Orange County Register: Trim the thicket of hindrances to housing construction

August 6, 2017

Legislative leaders have promised to tackle housing affordability when they return to session later this month. They need to make a concerted, successful effort to relieve some of the regulations that enable not-in-my-backyard-ism and stymie housing construction — and not just pile on more taxes.

Even some Democrats have lost their stomach for new taxes or tax increases after passage of the gas-tax package and the cap-and-trade deal. California leaders may need to divert some revenue to affordable-housing efforts but, more important, they need to stop what’s stopping the construction of housing, affordable and otherwise.

One culprit is CEQA — the California Environmental Quality Act. It’s widely recognized that the act is abused for purposes that have nothing to do with the environment, such as to leverage union demands, thwart rival businesses and stall development where neighbors don’t want it.

Gov. Jerry Brown said a few years ago that reforming CEQA was “God’s work,” but apparently he is content to leave it to God. Nor, frankly, do we expect to see the Legislature act on CEQA reform anytime soon.

What does stand a chance is state regulation of the regulators — local officials who too often block developments at the behest of homeowners who don’t want housing for others built in their vicinity.

Brown put forth a plan last year to reduce some local obstacles to building for any developer who pledged to set aside some units for low-income residents, but his proposal went nowhere.

This year’s Senate Bill 35, by state Sen. Scott Wiener, D-San Francisco, would streamline the approvals process for new construction by limiting local officials’ authority — but only when they are failing to meet established housing goals.

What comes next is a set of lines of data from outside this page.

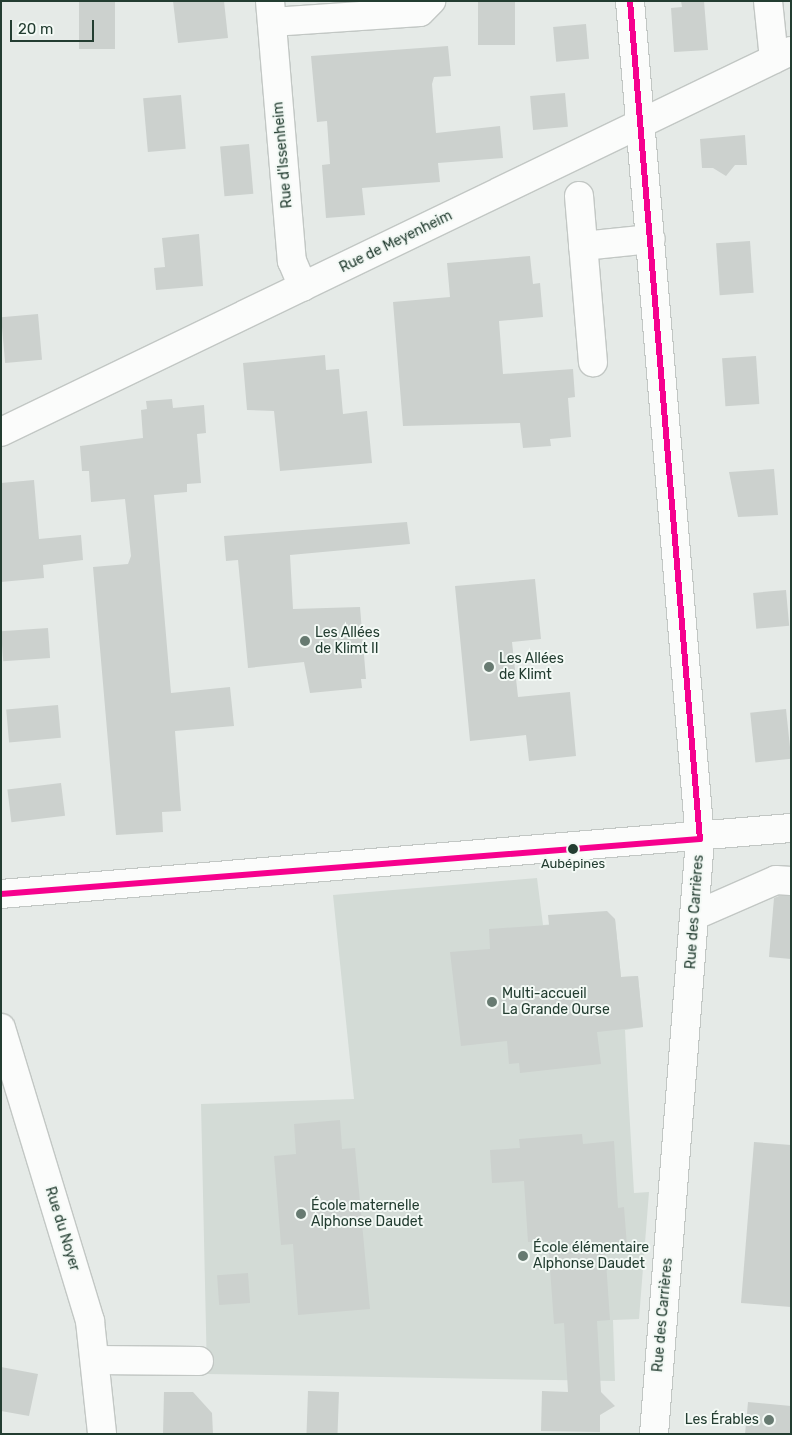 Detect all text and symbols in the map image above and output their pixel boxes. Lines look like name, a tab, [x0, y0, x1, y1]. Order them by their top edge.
scale bar	[12, 10, 96, 42]
text: 20 m	[18, 20, 53, 38]
street label: Rue d'Issenheim	[270, 101, 296, 209]
street label: Rue de Meyenheim	[337, 207, 455, 277]
place label: Les Allées de Klimt II	[315, 625, 380, 658]
marker: Les Allées de Klimt II	[299, 635, 311, 647]
place label: Les Allées de Klimt	[499, 651, 564, 684]
marker: Les Allées de Klimt	[483, 661, 495, 673]
marker: Aubépines	[568, 844, 578, 854]
street label: Rue des Carrières	[683, 854, 707, 970]
place label: Aubépines	[541, 856, 605, 872]
place label: Multi-accueil La Grande Ourse	[502, 986, 610, 1019]
marker: Multi-accueil La Grande Ourse	[486, 996, 498, 1008]
street label: Rue du Noyer	[41, 1185, 83, 1273]
place label: École maternelle Alphonse Daudet	[311, 1198, 423, 1230]
marker: École maternelle Alphonse Daudet	[295, 1208, 307, 1220]
place label: École élémentaire Alphonse Daudet	[533, 1240, 649, 1272]
marker: École élémentaire Alphonse Daudet	[517, 1250, 529, 1262]
street label: Rue des Carrières	[650, 1257, 676, 1373]
place label: Les Érables	[685, 1412, 759, 1428]
marker: Les Érables	[763, 1414, 775, 1426]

Specifically, cities that are on track to meet their housing goals at all income levels — the goal set in the Regional Housing Needs Assessment by the Department of Housing and Community Development — would not be subject to the streamlining of approvals in SB35. (Currently there are no teeth in the RHNA goal.) But a city that has failed to approve its share of housing, leaving other cities to pick up the slack, would have to approve projects only on the basis of whether they meet SB35’s qualifying criteria and pass design review.

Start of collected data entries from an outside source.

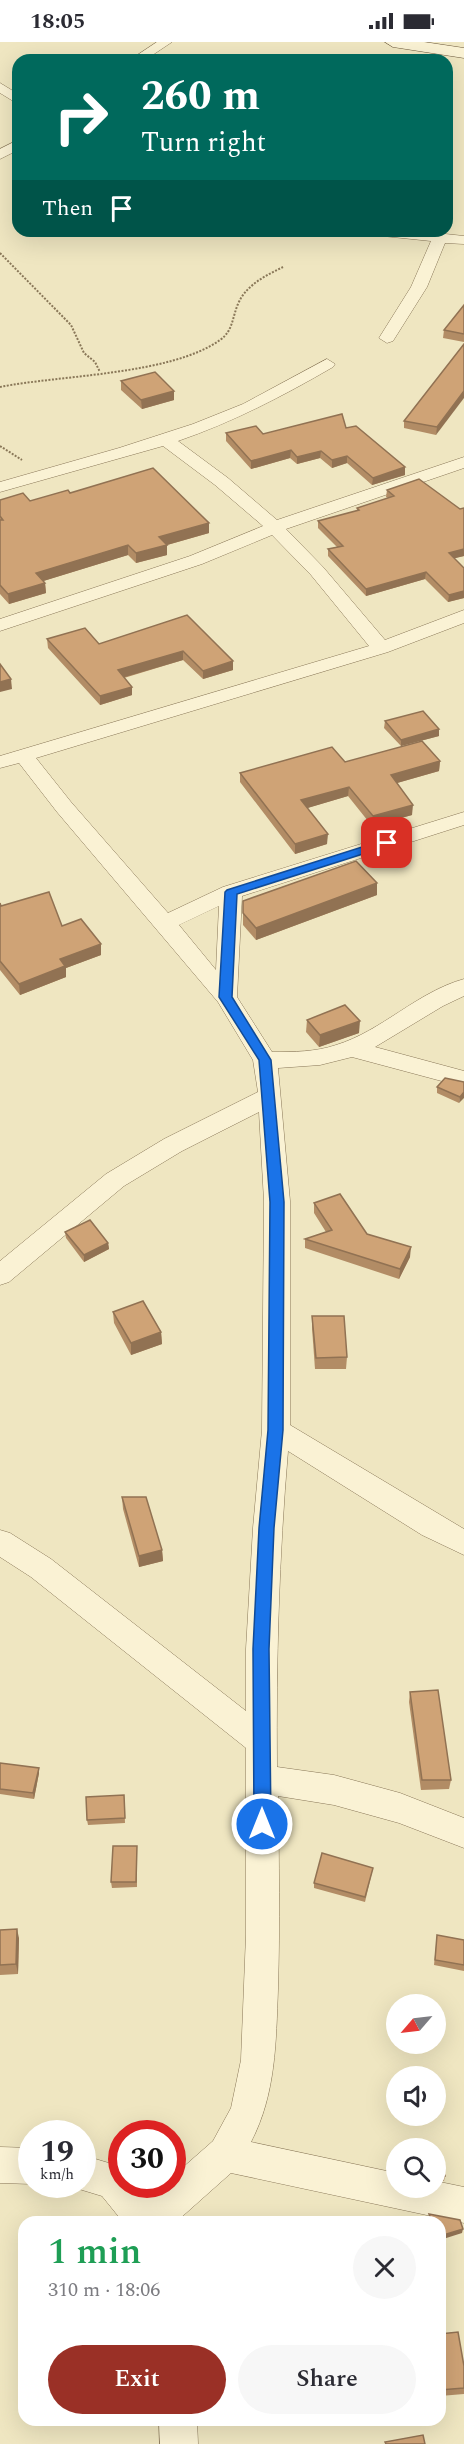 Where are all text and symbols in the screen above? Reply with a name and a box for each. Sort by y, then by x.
text: 18:05 [30,5,85,38]
text: 260 m [141,65,260,128]
icon: right [42,78,120,156]
text: Turn right [141,122,266,164]
text: Then [42,192,93,225]
icon: arrive [105,192,138,225]
pin [361,817,412,868]
icon: arrive [370,826,403,859]
position arrow [230,1792,294,1856]
north arrow [386,1994,446,2054]
map controls [386,1994,446,2198]
button: sound [386,2066,446,2126]
speed limit sign: 30 [108,2120,186,2198]
text: 19 [40,2129,74,2175]
button: search [386,2138,446,2198]
text: km/h [40,2163,74,2186]
text: 1 min [48,2225,141,2280]
button: close [353,2236,416,2299]
text: 310 m · 18:06 [48,2275,160,2305]
button: Exit [48,2345,226,2414]
button: Share [238,2345,416,2414]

The League of California Cities objects, of course, that Wiener’s bill would undermine local land-use authority. The league argues that affordable-housing funding has slowed to a trickle, and that SB35 should at minimum be amended to provide a “safe harbor” for cities that can demonstrate good-faith efforts to meet housing goals. We concur; Wiener should work with the league to shield cities that are doing their best but can’t meet affordable-housing goals.

Normally, we don’t favor state rules that push aside local discretion, but we have to look at reality. Housing availability and affordability constitute a crisis in California, and jurisdictions that are sluffing off their share of the needed effort must be pushed.

Nicholas J. Marantz, an assistant professor of urban planning and public policy at UC Irvine, analyzed the effect of a Massachusetts law similar to SB35 and found that it eased — but admittedly did not solve — housing shortages in the Boston area. “[T]he Massachusetts model shows how California could effectively encourage local governments to help address the state’s housing affordability crisis,” he wrote in an L.A. Times commentary.

An amended and approved SB35 would be a step in the right direction.